The rules of the modelled world, the Gather-and-Build Game, are quite simple. One could even argue that the simplicity of the simulation is the one of the biggest flaws of the study. Obviously, the hand-designed environments are bound to miss many of the subtleties of economics.

The community consists of four citizens. Each of the citizens can choose between four actions:

  • Move - up, down, left, right in the 2d grid-world environment.
  • Harvest resources - there are two assets in the game, wood and stone.
  • Trade - there is an in-game trade market implemented, where agents can publish bids and ask prices to buy or sell the resources.
  • Build houses - to build a house, an agent needs to spend one unit of wood and one unit of stone.

Additionally, every action requires some labor to be performed by the agent. This is quite an important feature of agent’s psychology: doing any kind of work is inherently undesirable by the rational agent.

Heterogeneities

Heterogeneities of the citizens are the main driver of inequality and specialisation in the simulation. Agents differ in:

  • Spawn location - if an agent spawns close to the “forest”, it is more likely that it will specialise in collecting and trading wood.
  • Builder skill - high builder skill means that building houses is more profitable for an agent.
  • Harvester skill - high harvester skill means that an agent has high probability of gaining bonus resources when collecting wood or stone.

Citizen’s Goal

Citizens are fundamentally simplistic creatures. Their goal is to become wealthy. However, not at all costs. They also strive to avoid performing any labor at all. How? In economics and AI, the desires or preferences of rational agents are being modelled by the utility function. If we consume some kind of item, we derive satisfaction (utility) from it. Our citizen \(i\) at time \(t\) derives pleasure from its coins \(x_{i,t}^{c}\) and dissatisfaction from performing labor \(l_{i,t}\):

\[u_i(x_{i,t},l_{i,t})=crra(x^{c}_{i,t})-l_{i,t}\]

Let’s take a look at the \(crra\) function. It is agreed that the utility of homo economicus (rational, economic human) is not linear - it is governed by the law of diminishing returns. The law states that the marginal utility of a good declines as its available supply increases.
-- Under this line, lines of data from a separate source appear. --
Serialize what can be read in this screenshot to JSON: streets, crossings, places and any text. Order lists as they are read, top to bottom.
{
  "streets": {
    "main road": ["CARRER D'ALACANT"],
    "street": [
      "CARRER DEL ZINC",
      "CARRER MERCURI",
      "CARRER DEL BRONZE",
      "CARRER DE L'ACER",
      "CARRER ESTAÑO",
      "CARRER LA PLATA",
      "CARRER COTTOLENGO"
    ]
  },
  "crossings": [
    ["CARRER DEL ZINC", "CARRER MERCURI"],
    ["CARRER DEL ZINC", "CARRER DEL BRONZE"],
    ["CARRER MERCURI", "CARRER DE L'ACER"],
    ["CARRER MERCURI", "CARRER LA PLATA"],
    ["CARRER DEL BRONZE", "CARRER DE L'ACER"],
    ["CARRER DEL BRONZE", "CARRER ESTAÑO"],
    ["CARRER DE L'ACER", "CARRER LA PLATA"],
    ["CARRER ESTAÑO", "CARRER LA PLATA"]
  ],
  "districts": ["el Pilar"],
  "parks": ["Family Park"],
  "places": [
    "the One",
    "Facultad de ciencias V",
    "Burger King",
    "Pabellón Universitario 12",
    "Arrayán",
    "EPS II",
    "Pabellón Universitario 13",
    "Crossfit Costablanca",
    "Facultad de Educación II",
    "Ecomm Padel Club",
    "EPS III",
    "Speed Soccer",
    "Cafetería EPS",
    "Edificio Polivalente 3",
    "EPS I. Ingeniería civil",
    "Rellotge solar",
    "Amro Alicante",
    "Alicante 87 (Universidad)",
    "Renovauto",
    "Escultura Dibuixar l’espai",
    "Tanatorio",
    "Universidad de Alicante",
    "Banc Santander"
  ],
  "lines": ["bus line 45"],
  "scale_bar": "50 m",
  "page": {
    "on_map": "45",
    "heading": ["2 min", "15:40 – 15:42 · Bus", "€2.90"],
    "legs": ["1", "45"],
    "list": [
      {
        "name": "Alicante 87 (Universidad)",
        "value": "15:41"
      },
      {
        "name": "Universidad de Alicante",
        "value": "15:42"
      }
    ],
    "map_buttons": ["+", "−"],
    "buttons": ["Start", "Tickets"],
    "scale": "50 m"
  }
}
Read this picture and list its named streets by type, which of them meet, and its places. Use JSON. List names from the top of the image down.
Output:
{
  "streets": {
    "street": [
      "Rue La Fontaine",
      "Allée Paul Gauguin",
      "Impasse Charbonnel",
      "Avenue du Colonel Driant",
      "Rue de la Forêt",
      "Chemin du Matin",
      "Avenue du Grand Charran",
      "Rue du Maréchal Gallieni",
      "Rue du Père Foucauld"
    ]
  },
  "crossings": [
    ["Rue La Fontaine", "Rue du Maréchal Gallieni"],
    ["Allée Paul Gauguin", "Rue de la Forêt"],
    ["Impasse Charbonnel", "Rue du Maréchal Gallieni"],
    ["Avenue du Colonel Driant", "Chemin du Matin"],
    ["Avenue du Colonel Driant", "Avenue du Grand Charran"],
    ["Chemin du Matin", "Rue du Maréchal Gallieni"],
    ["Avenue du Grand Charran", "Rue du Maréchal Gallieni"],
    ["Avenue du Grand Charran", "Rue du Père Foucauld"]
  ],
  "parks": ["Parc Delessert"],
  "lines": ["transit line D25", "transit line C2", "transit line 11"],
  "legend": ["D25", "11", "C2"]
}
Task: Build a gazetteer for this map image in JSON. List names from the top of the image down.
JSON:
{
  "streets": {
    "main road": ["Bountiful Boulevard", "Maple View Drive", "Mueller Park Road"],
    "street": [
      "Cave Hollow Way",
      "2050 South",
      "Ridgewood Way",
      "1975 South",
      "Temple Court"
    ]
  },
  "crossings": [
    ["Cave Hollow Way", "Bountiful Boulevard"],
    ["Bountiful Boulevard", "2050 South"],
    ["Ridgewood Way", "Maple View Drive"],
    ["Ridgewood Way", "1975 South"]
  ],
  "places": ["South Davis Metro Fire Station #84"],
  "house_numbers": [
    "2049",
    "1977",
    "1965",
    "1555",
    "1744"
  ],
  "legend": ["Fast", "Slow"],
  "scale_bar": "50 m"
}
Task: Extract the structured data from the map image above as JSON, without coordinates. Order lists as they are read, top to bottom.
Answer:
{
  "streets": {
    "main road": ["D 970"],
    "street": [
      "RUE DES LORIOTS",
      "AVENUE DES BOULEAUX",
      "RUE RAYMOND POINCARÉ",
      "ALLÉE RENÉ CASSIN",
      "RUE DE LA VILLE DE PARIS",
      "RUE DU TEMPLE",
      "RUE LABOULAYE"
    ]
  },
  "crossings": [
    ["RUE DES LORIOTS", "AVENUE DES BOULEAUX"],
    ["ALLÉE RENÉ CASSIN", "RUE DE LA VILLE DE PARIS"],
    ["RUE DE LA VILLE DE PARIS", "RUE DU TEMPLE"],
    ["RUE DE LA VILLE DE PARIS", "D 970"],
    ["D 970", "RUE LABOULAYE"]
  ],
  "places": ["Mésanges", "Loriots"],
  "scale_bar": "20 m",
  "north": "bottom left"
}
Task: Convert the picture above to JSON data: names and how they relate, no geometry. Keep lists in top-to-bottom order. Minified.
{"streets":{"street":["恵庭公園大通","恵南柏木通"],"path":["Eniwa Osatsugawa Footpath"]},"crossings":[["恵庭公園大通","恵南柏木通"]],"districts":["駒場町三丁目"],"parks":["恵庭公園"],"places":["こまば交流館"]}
This can be illustrated by the example.

Imagine it’s a hot, summer day and you lucky to be participate in all-you-can eat ice-cream buffet. You have an unlimited supply of the treat, so you start consuming ice-cream, one after another. Let’s assume that the utility for eating the ice-cream is initially equal to one:

  • Your first ice-cream will be cold, refreshing and very delicious (marginal utility of 1).
  • Your third ice-cream will still be sweet and tasty, but not as amazing as the first one (marginal utility is smaller, let’s say 0.5).
  • You will probably refuse to eat the tenth ice-cream - otherwise you will get quite queasy (negative utility - you don’t even want to any more ice-cream!)

This law is implemented in our agents behaviour through the function \(crra\). In the context of our simulation, we can substitute ice-cream with houses. We can see that the utility grows initially with the amount of houses built by the agent, but at some point it starts to decline.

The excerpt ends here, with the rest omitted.